EXCERPTED RECORDS
[Start of Attachment]

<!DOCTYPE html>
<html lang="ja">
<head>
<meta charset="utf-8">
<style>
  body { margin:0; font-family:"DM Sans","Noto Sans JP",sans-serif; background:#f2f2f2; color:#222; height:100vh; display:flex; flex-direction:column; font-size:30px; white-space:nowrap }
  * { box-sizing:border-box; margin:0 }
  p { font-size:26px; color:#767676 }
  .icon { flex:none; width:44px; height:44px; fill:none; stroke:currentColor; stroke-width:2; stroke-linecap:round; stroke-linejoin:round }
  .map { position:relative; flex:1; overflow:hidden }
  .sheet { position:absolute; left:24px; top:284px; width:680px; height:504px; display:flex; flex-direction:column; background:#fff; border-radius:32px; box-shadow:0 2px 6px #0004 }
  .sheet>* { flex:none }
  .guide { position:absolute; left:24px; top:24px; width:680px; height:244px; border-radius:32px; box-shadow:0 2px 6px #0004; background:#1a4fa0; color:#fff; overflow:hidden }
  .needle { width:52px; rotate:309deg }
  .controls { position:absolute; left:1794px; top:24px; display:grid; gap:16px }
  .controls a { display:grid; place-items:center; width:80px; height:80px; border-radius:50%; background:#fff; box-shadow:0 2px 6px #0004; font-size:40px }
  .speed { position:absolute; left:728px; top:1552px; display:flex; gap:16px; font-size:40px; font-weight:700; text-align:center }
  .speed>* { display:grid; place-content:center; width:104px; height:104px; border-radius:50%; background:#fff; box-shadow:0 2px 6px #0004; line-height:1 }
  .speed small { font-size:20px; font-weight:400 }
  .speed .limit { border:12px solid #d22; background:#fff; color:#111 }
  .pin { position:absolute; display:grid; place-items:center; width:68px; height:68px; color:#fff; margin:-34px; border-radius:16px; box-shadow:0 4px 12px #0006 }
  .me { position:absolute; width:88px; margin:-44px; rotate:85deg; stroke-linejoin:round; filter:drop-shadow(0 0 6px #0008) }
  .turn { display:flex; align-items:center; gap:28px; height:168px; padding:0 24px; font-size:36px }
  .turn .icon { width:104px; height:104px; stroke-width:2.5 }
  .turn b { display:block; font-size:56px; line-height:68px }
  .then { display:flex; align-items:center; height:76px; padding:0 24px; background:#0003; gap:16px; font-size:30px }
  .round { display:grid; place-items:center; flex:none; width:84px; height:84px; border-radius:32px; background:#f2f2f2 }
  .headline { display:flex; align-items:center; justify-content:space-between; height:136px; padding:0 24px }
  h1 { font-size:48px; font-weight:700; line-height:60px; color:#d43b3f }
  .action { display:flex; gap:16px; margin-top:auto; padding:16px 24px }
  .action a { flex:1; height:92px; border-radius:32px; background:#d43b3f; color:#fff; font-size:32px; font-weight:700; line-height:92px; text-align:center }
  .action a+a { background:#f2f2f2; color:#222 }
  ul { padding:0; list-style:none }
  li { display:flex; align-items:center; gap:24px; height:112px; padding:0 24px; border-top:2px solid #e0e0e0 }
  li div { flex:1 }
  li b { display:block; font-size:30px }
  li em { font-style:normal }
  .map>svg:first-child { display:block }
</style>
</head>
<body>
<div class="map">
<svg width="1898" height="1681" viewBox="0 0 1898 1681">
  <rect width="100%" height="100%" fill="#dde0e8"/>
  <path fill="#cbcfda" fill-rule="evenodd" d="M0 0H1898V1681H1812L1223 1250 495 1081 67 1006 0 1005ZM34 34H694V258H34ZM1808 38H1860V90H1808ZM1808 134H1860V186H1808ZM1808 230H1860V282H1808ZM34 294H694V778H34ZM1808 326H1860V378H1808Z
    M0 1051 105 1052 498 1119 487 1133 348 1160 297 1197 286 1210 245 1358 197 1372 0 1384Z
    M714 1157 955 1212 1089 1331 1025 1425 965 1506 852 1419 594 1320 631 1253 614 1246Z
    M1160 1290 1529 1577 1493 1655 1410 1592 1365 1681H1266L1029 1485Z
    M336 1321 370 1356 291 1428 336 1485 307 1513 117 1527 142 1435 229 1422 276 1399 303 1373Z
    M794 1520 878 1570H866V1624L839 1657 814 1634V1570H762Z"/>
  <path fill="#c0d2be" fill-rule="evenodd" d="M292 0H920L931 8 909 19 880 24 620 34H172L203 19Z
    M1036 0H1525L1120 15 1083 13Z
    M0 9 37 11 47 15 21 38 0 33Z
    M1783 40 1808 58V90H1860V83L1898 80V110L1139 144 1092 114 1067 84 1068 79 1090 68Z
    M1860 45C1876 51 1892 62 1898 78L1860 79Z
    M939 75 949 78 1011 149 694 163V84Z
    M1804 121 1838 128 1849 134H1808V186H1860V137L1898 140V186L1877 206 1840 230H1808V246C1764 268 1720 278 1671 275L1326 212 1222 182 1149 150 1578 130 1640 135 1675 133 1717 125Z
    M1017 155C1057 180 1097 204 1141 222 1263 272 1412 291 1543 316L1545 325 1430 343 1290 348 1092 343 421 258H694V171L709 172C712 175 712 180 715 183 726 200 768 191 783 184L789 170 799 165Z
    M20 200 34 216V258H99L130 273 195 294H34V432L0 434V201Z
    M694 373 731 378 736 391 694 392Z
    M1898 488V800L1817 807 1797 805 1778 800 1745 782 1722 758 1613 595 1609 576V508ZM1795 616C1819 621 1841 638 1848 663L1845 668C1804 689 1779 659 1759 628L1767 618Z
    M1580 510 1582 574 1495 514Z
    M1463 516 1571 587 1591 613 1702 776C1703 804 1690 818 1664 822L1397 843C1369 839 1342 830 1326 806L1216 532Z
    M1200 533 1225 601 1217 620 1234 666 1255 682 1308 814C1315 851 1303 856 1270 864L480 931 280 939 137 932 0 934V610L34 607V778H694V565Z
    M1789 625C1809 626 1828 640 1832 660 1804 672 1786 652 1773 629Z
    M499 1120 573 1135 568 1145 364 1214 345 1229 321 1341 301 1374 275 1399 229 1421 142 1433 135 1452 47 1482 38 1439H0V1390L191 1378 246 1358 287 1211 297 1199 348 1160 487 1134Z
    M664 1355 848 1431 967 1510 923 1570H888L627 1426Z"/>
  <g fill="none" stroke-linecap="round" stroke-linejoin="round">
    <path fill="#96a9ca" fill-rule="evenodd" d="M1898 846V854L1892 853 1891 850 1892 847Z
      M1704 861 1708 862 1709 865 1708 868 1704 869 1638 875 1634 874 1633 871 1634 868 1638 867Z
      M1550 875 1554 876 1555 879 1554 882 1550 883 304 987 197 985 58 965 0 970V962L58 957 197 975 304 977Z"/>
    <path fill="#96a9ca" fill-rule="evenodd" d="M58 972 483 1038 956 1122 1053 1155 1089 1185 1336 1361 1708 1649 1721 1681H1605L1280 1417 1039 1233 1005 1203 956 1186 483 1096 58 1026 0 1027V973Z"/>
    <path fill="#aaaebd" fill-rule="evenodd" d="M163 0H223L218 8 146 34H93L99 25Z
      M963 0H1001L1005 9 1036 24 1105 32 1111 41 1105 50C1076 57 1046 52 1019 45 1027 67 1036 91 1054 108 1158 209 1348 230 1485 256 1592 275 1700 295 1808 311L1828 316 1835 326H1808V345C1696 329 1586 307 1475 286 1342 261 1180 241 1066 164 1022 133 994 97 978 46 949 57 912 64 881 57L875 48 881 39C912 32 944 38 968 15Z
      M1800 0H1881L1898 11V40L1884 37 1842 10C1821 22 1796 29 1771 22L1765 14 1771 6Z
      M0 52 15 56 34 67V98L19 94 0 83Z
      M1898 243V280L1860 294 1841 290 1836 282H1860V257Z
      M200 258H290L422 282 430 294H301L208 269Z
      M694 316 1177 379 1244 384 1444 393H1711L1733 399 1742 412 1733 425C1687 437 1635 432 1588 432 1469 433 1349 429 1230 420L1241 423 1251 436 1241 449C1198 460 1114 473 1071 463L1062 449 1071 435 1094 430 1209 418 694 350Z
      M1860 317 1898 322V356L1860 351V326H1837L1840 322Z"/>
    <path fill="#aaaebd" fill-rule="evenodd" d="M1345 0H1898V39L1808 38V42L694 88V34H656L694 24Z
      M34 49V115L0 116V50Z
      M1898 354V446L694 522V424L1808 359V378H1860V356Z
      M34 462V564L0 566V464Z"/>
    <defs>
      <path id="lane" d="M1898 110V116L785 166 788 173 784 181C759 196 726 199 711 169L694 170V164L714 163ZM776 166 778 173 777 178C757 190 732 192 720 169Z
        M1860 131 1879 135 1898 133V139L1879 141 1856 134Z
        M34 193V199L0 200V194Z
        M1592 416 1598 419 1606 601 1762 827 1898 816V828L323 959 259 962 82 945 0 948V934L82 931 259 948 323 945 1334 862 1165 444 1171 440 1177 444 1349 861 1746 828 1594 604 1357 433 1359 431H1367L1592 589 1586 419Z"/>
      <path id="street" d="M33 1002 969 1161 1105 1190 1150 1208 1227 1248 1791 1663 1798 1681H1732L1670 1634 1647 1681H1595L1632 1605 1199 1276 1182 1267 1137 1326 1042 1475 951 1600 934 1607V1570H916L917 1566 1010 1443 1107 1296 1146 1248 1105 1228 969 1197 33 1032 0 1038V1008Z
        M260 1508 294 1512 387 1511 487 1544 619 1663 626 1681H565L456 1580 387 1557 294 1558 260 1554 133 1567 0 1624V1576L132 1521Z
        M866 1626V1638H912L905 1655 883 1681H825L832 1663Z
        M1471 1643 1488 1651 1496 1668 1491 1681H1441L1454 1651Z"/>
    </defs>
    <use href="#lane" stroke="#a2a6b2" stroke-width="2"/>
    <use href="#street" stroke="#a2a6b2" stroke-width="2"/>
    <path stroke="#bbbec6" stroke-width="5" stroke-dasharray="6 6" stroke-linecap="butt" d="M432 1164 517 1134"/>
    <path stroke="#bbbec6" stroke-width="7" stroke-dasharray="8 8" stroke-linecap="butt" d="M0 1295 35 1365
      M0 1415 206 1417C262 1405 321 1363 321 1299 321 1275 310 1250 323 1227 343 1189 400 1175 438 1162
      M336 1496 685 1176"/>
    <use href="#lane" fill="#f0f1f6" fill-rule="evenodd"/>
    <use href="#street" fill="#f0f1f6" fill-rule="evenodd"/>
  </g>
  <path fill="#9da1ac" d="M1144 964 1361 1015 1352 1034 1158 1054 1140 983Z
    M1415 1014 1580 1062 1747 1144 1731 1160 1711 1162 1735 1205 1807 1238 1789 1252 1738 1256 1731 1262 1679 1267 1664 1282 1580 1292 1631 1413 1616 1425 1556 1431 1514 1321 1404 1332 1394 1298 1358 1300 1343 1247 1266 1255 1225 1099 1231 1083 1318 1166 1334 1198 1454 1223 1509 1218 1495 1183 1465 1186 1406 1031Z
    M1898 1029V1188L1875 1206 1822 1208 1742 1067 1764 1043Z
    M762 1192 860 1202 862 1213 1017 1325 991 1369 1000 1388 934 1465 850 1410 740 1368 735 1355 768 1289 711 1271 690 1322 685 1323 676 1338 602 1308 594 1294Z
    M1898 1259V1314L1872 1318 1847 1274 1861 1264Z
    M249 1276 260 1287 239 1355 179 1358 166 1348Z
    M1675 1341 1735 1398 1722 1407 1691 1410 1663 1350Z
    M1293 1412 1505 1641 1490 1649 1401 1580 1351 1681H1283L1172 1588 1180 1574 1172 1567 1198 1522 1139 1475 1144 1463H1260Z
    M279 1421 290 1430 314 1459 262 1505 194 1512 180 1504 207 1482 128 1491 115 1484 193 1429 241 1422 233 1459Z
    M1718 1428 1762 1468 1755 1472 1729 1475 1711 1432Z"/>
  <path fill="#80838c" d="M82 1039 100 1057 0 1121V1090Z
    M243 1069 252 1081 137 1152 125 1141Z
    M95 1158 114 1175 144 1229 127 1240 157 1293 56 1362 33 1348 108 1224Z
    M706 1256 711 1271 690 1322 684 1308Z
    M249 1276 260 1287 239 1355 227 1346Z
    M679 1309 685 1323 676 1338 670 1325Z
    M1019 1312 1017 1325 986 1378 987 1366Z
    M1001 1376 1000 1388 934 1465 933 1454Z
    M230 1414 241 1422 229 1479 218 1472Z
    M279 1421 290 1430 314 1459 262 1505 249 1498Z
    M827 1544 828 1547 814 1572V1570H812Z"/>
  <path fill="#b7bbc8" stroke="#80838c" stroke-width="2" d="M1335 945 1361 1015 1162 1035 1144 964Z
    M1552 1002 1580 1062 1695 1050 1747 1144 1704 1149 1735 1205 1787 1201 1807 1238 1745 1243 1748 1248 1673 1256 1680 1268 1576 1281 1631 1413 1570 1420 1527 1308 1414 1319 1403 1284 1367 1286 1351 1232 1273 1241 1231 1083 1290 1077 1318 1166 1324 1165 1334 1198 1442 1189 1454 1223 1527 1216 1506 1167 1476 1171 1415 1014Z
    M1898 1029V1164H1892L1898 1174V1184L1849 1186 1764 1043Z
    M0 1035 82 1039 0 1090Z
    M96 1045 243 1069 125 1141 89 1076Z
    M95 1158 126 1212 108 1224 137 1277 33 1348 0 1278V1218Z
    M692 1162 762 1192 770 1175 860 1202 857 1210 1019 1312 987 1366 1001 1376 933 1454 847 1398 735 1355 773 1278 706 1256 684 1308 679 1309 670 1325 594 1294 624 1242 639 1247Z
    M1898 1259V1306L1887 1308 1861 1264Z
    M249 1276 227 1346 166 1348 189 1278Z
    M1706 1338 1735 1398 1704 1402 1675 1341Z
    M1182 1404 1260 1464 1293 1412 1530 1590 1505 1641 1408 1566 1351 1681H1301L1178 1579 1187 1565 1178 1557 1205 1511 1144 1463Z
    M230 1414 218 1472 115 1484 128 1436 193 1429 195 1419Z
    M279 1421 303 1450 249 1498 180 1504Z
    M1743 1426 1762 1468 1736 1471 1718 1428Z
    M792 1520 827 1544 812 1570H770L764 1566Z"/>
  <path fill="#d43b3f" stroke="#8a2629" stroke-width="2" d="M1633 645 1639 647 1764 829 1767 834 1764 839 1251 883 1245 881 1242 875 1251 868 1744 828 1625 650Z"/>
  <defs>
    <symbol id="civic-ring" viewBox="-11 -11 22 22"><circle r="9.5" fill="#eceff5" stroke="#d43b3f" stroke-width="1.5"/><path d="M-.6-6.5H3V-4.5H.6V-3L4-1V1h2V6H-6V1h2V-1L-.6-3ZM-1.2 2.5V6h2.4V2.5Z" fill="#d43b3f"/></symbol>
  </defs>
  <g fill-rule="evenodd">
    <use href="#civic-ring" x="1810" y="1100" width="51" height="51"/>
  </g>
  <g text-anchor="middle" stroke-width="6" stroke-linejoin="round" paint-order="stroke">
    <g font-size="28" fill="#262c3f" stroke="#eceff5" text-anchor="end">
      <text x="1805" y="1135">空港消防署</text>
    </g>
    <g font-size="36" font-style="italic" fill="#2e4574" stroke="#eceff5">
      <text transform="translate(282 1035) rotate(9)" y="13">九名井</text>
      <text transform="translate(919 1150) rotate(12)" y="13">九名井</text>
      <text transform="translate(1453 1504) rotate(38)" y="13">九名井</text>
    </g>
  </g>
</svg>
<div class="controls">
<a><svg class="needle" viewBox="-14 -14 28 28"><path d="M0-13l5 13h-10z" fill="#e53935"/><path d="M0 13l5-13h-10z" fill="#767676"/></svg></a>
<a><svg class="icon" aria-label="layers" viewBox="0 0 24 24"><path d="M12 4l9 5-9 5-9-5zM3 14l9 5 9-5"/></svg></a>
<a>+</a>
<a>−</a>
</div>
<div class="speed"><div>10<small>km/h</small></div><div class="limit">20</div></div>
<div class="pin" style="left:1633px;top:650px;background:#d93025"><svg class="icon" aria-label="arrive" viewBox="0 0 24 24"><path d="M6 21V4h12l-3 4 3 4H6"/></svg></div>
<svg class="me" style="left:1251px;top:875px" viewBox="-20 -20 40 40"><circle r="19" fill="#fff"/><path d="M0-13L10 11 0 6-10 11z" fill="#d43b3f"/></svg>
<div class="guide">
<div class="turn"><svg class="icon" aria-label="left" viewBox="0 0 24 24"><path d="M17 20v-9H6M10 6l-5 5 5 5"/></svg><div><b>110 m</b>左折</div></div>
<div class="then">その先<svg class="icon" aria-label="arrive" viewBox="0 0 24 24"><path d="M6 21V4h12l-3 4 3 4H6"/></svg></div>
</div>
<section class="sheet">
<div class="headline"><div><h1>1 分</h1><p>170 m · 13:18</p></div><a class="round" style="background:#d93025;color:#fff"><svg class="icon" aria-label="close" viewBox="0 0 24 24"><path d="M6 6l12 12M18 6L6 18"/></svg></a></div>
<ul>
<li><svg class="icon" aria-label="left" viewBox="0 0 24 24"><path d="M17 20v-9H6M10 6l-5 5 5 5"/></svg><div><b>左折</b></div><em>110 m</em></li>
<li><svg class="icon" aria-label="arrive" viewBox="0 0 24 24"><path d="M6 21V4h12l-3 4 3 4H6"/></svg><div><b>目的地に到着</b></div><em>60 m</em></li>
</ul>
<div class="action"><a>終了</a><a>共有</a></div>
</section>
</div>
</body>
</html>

[End of Attachment]

REQUIREMENT
Lines above with the string "shadow" need to be found and copied.

YOUR SOLUTION
  .sheet { position:absolute; left:24px; top:284px; width:680px; height:504px; display:flex; flex-direction:column; background:#fff; border-radius:32px; box-shadow:0 2px 6px #0004 }
  .guide { position:absolute; left:24px; top:24px; width:680px; height:244px; border-radius:32px; box-shadow:0 2px 6px #0004; background:#1a4fa0; color:#fff; overflow:hidden }
  .controls a { display:grid; place-items:center; width:80px; height:80px; border-radius:50%; background:#fff; box-shadow:0 2px 6px #0004; font-size:40px }
  .speed>* { display:grid; place-content:center; width:104px; height:104px; border-radius:50%; background:#fff; box-shadow:0 2px 6px #0004; line-height:1 }
  .pin { position:absolute; display:grid; place-items:center; width:68px; height:68px; color:#fff; margin:-34px; border-radius:16px; box-shadow:0 4px 12px #0006 }
  .me { position:absolute; width:88px; margin:-44px; rotate:85deg; stroke-linejoin:round; filter:drop-shadow(0 0 6px #0008) }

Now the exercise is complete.